> _SOURCE DATA_:
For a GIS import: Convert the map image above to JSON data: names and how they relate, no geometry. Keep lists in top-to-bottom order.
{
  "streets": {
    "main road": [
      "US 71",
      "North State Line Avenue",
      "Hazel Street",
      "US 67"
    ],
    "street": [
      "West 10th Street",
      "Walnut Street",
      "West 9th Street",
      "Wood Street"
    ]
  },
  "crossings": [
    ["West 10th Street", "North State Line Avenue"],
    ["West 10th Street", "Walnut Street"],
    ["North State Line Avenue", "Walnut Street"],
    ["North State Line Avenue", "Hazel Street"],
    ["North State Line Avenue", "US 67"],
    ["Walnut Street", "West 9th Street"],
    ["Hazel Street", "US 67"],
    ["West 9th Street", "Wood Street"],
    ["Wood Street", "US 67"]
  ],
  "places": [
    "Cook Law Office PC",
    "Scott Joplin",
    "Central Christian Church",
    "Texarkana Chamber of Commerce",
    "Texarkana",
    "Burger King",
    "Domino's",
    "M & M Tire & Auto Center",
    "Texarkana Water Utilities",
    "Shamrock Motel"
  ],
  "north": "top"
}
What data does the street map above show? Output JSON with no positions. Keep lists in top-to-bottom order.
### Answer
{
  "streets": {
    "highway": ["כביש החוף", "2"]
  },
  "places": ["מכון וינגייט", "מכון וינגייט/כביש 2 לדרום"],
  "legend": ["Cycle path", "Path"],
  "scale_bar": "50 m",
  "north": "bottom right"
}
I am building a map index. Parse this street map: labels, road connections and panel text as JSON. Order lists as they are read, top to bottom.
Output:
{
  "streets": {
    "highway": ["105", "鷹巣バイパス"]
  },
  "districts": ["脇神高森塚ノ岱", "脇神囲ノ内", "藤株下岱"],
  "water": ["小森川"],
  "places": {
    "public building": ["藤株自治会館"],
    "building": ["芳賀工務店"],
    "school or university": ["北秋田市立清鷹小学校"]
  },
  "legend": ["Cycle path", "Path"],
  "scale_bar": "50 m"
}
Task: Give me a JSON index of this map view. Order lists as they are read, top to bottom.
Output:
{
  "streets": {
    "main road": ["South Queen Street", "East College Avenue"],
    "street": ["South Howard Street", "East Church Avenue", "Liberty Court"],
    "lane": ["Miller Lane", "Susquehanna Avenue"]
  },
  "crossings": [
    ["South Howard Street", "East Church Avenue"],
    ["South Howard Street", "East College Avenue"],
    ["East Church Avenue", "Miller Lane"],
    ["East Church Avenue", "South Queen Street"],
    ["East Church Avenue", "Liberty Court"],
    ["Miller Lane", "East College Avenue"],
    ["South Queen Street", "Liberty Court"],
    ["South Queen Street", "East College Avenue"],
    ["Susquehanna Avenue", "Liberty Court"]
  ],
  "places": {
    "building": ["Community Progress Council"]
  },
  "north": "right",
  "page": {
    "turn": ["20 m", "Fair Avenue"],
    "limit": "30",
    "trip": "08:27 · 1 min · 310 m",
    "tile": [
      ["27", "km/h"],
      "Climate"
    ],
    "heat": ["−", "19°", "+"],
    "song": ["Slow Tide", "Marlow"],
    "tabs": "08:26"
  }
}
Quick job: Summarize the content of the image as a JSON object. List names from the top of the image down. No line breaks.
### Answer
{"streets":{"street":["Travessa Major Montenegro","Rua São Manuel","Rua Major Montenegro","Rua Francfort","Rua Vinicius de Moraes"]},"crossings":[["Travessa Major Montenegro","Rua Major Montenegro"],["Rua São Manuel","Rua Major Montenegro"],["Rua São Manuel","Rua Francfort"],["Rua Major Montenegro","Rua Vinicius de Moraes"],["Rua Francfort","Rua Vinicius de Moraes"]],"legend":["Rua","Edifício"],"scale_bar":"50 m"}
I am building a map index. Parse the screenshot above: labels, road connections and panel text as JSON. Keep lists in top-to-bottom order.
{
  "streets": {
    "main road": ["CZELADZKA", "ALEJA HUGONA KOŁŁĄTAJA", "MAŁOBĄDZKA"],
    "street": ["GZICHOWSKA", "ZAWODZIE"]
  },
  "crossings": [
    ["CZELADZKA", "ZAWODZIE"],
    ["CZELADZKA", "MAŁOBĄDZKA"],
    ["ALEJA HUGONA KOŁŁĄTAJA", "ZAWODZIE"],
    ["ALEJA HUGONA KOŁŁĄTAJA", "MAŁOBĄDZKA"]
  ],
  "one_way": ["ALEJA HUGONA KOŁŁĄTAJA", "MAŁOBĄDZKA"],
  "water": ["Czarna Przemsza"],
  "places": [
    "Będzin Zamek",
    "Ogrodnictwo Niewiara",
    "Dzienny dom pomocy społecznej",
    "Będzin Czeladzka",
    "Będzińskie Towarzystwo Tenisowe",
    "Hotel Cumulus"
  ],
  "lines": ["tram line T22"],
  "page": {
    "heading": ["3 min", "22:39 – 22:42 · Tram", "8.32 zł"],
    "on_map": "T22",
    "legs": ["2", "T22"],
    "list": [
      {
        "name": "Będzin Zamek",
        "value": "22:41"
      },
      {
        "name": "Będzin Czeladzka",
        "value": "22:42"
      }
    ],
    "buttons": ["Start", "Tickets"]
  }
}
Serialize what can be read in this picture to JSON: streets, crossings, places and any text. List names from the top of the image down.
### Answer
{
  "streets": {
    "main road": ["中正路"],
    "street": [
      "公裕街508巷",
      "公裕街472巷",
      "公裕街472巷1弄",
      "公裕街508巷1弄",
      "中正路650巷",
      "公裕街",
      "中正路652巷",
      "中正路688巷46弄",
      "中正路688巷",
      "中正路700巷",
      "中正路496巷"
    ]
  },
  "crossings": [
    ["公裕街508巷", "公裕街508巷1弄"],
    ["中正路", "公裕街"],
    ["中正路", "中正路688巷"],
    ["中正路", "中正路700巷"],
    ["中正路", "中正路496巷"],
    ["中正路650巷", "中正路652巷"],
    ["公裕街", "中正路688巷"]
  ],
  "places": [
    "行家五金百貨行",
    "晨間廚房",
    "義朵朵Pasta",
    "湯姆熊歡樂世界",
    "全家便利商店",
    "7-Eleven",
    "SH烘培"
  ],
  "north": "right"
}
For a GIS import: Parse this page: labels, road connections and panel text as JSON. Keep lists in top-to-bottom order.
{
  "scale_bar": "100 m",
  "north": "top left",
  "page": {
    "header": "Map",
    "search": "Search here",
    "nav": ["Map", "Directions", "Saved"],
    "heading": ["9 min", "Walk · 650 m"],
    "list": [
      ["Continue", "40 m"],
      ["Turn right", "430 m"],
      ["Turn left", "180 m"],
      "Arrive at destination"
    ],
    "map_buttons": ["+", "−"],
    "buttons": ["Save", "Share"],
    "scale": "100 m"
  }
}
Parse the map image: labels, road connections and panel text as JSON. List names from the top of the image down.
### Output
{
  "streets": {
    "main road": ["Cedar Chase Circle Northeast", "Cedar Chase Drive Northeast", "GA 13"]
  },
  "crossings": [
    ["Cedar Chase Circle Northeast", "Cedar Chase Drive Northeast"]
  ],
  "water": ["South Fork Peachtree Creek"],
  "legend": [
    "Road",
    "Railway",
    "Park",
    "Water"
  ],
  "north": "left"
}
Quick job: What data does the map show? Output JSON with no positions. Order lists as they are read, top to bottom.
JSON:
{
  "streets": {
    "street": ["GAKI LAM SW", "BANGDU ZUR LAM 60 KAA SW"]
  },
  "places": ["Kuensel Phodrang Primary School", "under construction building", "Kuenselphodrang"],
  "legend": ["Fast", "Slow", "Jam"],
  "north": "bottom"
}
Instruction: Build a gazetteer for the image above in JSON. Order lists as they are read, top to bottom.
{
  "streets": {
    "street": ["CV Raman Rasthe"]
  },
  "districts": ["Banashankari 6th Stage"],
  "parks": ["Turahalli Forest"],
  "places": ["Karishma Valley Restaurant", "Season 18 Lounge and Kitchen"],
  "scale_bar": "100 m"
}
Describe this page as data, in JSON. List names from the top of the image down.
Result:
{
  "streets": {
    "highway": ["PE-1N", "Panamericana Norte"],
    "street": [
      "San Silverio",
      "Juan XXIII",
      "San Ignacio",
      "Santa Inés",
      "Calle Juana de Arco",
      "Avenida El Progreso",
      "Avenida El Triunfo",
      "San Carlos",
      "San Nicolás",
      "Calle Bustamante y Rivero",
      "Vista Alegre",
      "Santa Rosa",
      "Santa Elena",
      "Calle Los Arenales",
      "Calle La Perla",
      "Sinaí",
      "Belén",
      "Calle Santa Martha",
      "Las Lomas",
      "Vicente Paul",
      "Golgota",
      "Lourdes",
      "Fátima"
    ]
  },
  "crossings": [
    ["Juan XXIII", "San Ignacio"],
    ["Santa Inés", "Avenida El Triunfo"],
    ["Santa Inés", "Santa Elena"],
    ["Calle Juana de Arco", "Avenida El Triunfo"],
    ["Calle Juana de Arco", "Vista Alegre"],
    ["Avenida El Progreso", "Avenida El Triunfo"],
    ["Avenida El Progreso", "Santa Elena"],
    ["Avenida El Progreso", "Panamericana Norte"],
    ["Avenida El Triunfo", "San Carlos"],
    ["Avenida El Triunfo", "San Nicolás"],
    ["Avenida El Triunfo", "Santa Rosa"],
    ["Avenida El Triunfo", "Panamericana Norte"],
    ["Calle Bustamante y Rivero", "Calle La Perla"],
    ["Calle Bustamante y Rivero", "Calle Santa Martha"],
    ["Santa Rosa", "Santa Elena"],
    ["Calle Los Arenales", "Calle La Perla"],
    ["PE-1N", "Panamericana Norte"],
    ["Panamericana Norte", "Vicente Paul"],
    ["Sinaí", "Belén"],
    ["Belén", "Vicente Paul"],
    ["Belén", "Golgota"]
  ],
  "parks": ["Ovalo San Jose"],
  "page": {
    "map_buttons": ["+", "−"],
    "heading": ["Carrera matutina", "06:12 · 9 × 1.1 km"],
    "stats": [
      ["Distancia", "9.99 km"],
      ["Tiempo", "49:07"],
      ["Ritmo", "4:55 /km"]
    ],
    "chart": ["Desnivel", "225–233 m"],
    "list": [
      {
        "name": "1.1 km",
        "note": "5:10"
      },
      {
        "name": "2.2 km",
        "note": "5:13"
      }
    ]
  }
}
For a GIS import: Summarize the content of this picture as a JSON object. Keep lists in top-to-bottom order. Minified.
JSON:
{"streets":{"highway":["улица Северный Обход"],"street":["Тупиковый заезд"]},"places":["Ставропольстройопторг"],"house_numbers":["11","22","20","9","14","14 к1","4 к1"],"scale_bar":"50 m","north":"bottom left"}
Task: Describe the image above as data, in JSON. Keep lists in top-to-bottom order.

> _AIM OF THE EXERCISE_:
Go through the preceding material and copy each line that has the word "Quick".

> _ANSWER FOR THE TASK_:
Quick job: Summarize the content of the image as a JSON object. List names from the top of the image down. No line breaks.
Quick job: What data does the map show? Output JSON with no positions. Order lists as they are read, top to bottom.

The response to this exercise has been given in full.